Rapid rise of the national team

Day-Wilson didn’t make her national team debut until the 2021 Under-19 World Cup, where she came out strong leading the team with 18.1 points and 5.7 assists per game en route to a fifth-place finish.

The outburst quickly earned Day-Wilson a spot in the U-23 squad a year later. Once again she played a key role with 19 points and nine points in the gold medal win over France. It was the first time she had played basketball at home since before the pandemic.

Carly Clarke, head coach and assistant for Canada’s senior under-23 team, called Day-Wilson a « fun » player to work with.

« She’s one of the smallest players on the pitch, but you wouldn’t know that. She’s fierce, she’s creative. And she can go and create something for herself, create someone something for someone. one other and [she] is not afraid of any challenge or confrontation, » Clarke said.

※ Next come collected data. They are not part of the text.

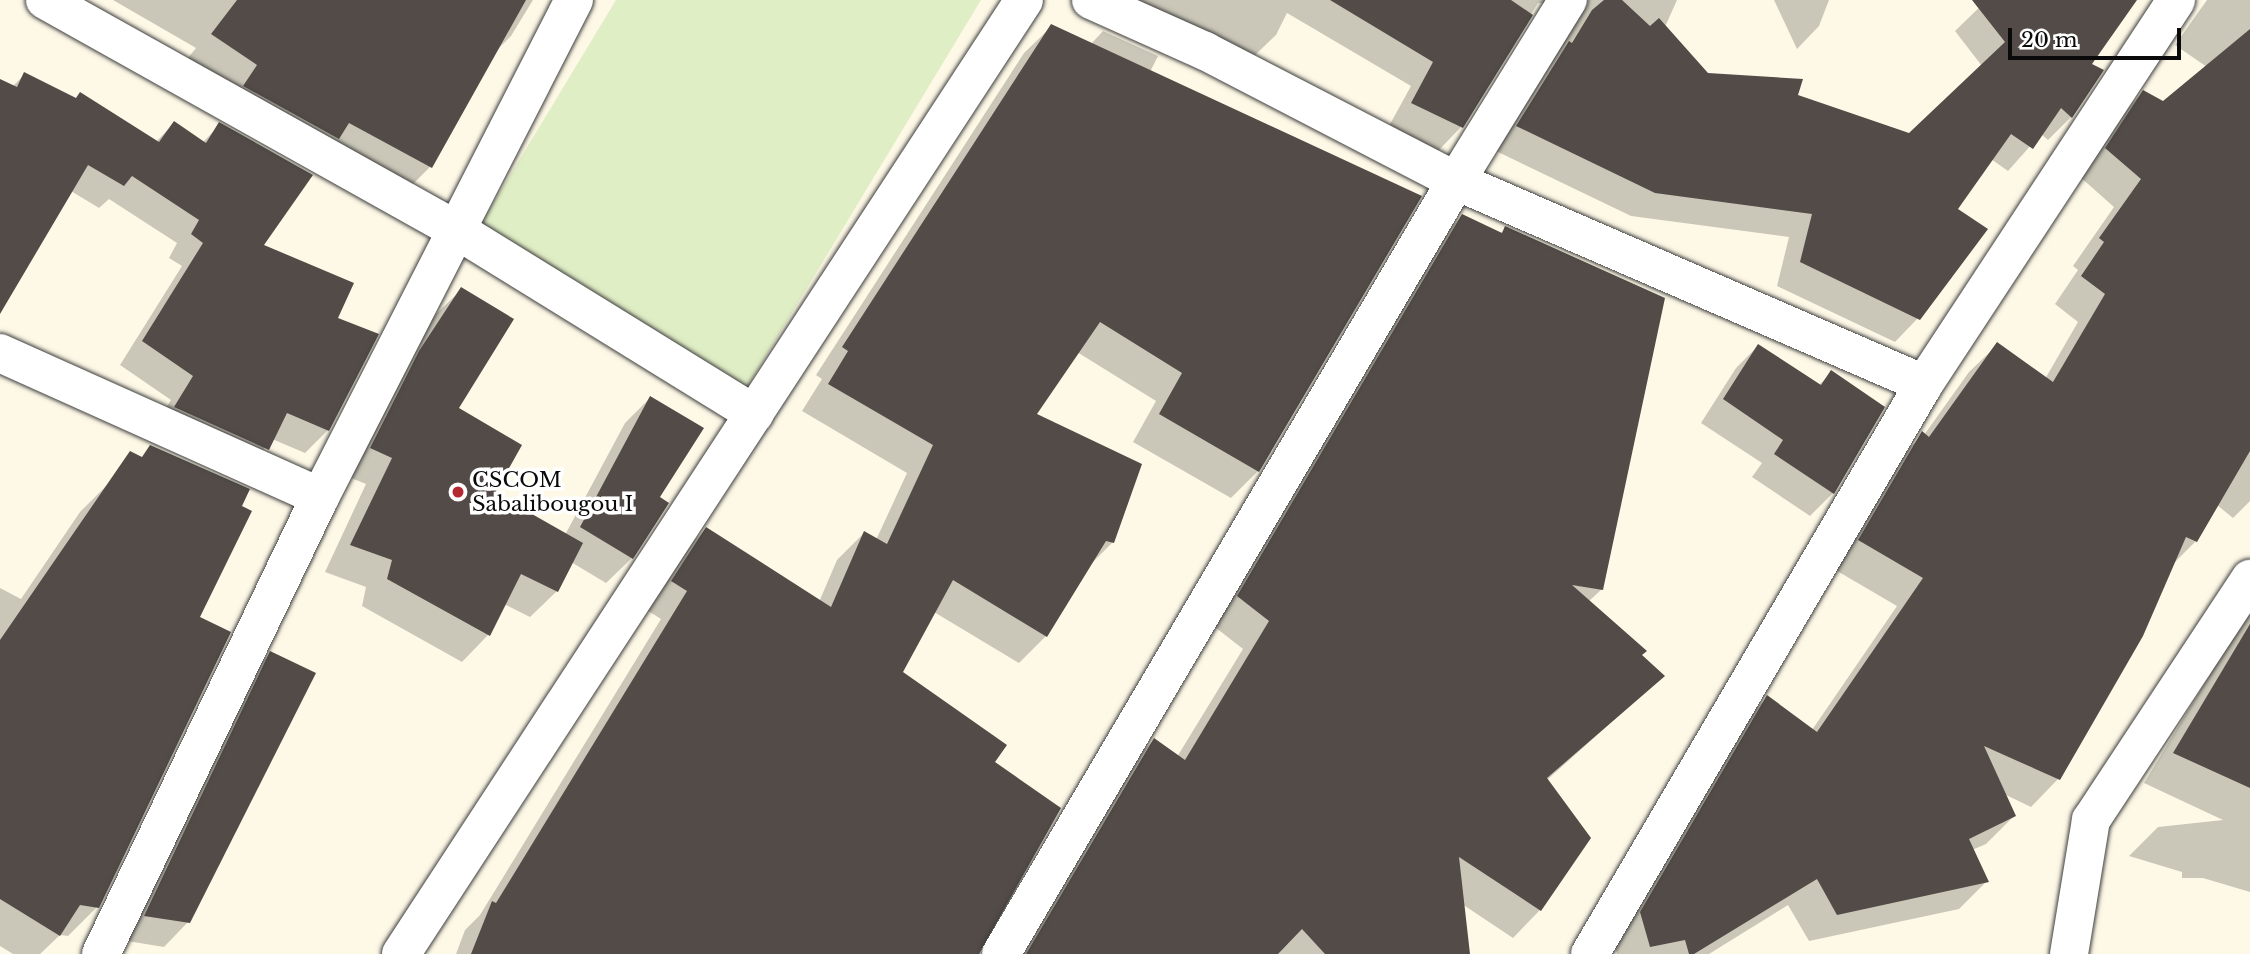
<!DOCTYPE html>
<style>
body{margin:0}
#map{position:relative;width:2250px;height:954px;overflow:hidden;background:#fef9e7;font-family:"Libre Baskerville",serif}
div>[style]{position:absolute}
.pitch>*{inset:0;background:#e0eec5}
.shadow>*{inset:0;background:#0003}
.building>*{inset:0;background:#524b47}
.roads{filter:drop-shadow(0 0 2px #3d3d3d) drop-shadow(0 0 2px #3d3d3d)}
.street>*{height:38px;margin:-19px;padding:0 19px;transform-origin:19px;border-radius:19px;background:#fff}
.dots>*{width:19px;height:19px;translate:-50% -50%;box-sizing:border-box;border:4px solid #fff;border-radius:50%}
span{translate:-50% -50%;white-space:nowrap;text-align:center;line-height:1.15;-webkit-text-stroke:7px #fff;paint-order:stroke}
.poi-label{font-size:21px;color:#0a0a0a}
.left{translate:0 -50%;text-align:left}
.scale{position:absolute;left:2008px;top:28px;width:173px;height:32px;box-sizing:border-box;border:4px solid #0a0a0a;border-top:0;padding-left:9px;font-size:21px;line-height:24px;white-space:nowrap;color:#0a0a0a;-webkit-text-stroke:5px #fff;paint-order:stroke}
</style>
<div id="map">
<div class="pitch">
<div style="clip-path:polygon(616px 0,981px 0,732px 412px,465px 250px)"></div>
</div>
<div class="shadow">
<div style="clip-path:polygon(113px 0,533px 0,511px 36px,493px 54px,430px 167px,402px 195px,184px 63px,196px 48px)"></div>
<div style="clip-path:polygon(1108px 0,1677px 0,1665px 27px,1707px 74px,1796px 96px,1909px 135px,1982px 66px,1955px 31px,1987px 0,2135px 0,2090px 65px,2101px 71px,2071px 117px,2048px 140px,2041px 134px,2008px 171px,1991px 159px,1956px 209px,1918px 318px,1895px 342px,1777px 286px,1789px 237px,1631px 216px,1494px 150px,1555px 4px,1538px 3px,1461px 127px,1438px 151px,1389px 126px,1411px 86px,1287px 13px,1276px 35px,1252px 58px)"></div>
<div style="clip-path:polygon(1774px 0,1829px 0,1819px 26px,1797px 49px)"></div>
<div style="clip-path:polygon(2207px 0,2250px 0,2250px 501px,2233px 518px,2217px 505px,2196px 541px,2172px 565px,2058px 779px,2031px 807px,2004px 794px,2014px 816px,1986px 844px,1972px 850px,1987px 881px,1959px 909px,1809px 941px,1788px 905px,1709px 954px,1617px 954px,1613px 941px,1740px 724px,1768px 697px,1812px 730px,1897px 606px,1832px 568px,1894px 461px,1924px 435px,1969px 372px,1997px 345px,2045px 379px,2078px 322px,2055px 304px,2078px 270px,2073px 266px,2114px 207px,2079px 176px,2116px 120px,2143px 92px,2163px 103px,2207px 67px,2175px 45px)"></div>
<div style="clip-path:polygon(1052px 26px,1091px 44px,1103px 31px,1158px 56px,1149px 74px,1258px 471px,1231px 498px,1133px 442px,1156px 401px,1077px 352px,1035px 414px,1113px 542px,1088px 567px,1046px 636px,1019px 663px,934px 612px,900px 672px,992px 762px,980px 954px,456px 954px,465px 930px,480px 915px,661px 619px,645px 609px,679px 556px,706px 529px,819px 602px,837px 560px,864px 533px,876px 540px,907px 473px,802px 411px,822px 379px,816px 375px,1024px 53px)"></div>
<div style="clip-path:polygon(25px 74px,156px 142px,174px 123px,202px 143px,220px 125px,262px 246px,336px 319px,328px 430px,305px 453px,272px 439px,245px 472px,152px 430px,171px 400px,120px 365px,182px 266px,169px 258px,177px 243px,109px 199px,99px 208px,71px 191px,0 303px,0 81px,12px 87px)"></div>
<div style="clip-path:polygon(1462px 216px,1500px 234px,1506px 228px,1602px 589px,1588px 602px,1663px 676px,1547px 780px,1589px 838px,1540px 910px,1513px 938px,1462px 904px,1468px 954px,1017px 954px,1127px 767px,1154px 740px,1177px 757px,1243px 649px,1211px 624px,1435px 244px)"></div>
<div style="clip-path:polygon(462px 289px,456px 409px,493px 494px,565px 535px,625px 423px,650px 398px,658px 498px,632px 558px,606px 583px,571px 562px,557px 591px,530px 617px,504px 604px,488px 635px,462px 662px,362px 606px,366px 587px,325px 572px,366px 484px,344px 475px,393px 380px,435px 315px)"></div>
<div style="clip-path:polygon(1758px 346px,1818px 386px,1831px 373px,1883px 408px,1833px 493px,1810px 516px,1752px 477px,1762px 463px,1701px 423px,1736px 368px)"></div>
<div style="clip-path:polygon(109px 483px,197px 618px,97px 907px,68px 936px,60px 935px,40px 954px,13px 954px,0 946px,0 588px,21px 599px,80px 512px)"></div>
<div style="clip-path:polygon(2250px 609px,2250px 892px,2203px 878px,2182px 878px,2182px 872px,2129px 856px,2158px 827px,2223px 820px,2144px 783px)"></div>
<div style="clip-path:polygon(271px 653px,188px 922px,164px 947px,121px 940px,247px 677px)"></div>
</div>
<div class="building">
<div style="clip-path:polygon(237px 0,526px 0,432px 168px,349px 123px,339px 139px,243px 86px,257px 65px,211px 34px)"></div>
<div style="clip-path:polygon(1330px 0,1511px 0,1533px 15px,1463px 128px,1411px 103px,1433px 62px)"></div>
<div style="clip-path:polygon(1604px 0,1622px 0,1650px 26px,1659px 18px,1708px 73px,1803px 79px,1798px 95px,1909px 133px,2005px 42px,1972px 0,2137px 0,2092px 64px,2104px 70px,2072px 118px,2061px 108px,2033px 149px,2011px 134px,1958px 209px,1988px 229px,1920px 320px,1800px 262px,1812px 214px,1655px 193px,1516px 126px,1569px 41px,1572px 43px,1592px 10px)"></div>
<div style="clip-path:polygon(1051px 24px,1422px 196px,1259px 472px,1159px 414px,1182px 373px,1100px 322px,1037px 414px,1142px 464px,1114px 543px,1106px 541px,1047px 637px,953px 580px,903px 672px,1007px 745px,995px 762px,1061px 808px,979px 954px,471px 954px,492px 901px,496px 903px,687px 591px,671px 581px,706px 527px,831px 607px,864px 531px,887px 544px,933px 445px,828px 384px,848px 351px,842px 347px)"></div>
<div style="clip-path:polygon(2250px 29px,2250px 451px,2197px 542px,2186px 537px,2143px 636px,2060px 780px,1984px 746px,2016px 816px,1969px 839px,1989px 882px,1837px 915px,1817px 879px,1694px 954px,1689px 954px,1685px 940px,1650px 947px,1640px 912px,1767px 695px,1817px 732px,1923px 578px,1858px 540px,1922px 431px,1929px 437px,1997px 342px,2053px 382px,2105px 294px,2081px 276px,2104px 242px,2099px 238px,2141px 179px,2105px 148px,2143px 90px,2163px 101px)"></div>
<div style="clip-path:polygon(24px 72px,76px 98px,80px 92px,159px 142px,174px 121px,206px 143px,219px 122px,313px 175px,264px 245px,354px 283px,338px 318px,379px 334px,329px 431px,287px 413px,269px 450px,174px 407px,193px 376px,142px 341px,203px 243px,191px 234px,199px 220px,132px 176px,124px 186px,88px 165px,0 314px,0 79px,17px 87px)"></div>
<div style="clip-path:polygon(1462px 214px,1502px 233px,1505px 226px,1665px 298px,1603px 590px,1572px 585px,1647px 651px,1642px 655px,1665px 676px,1547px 778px,1591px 838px,1541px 911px,1459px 857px,1470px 954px,1325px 954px,1302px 929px,1278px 954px,1026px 954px,1154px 738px,1185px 760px,1269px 621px,1237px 596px)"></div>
<div style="clip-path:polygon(461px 287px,514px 319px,459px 408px,522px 445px,495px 493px,583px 543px,558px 592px,521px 574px,490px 636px,387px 579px,392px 560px,350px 545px,392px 458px,370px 448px,419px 351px)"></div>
<div style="clip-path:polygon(1758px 344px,1821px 385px,1831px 370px,1885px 407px,1834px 494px,1774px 454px,1783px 440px,1723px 399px)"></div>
<div style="clip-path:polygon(650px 396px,704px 428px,660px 497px,669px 503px,633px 559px,580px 527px)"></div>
<div style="clip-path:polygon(150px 445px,250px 489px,242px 506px,252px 511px,200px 617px,231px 632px,99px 908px,80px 905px,60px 936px,0 899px,0 640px,130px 451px,142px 457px)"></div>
<div style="clip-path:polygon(2250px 624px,2250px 788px,2173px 753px)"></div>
<div style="clip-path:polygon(270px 651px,316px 673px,190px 923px,144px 916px)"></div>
</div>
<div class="roads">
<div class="street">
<div style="left:45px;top:0;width:470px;rotate:29.2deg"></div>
<div style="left:455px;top:229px;width:352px;rotate:31.7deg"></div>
<div style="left:1091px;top:0;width:125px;rotate:24.1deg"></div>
<div style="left:1205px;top:51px;width:283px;rotate:27.4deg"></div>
<div style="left:1456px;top:181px;width:510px;rotate:23.45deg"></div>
<div style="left:0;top:353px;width:351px;rotate:24.2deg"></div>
<div style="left:101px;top:954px;width:507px;rotate:-64.4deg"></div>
<div style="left:320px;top:497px;width:558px;rotate:-62.93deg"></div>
<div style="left:401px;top:954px;width:1139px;rotate:-56.85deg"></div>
<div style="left:1001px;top:954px;width:897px;rotate:-59.52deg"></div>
<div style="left:1456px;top:181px;width:213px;rotate:-58.3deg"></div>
<div style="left:1590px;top:954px;width:661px;rotate:-59.63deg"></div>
<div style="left:1924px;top:384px;width:459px;rotate:-56.7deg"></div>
<div style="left:2069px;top:954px;width:136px;rotate:-80.7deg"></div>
<div style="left:2091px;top:820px;width:289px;rotate:-56.6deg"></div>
</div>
</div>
<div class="dots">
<div style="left:458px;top:492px;background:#b42831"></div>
</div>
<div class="poi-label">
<span class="left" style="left:472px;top:492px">CSCOM<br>Sabalibougou I</span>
</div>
<div class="scale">20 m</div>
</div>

Day-Wilson didn’t make the senior squad in her recent fourth-place finish at the World Cup, but she could now be aiming for the 2024 Paris Olympics after getting her feet wet the past two summers.

« It was a great feeling and I can’t wait to do it again, » she said. « But it just gives people confidence that no matter where you’re from, you can do it from anywhere. »

She says her ultimate basketball goal is to play in the WNBA, « keep doing what I love » and « own a big house one day. »

« She just wants me to be awesome »

For now, at Duke, she plays alongside fellow Canadian Emma Koabel, a freshman from Port Colborne, Ont.

« She’s my little sister, » Day-Wilson said. « I take care of her. It’s kind of like a mentor vibe. … And she’s in the same position I was in last year. So it’s just me giving her some advice, some motivation to keep it going. »

As a point guard, Day-Wilson’s biggest step in his second season will be integrating the many new players Duke has brought in as he seeks to return to March Madness.

So Lawson’s expectations only increased.

« She’s tough on me. She’s really tough on me, but she just wants me to be awesome, » Day-Wilson said.

If her recent trajectory is any indication, Day-Wilson is up for the challenge.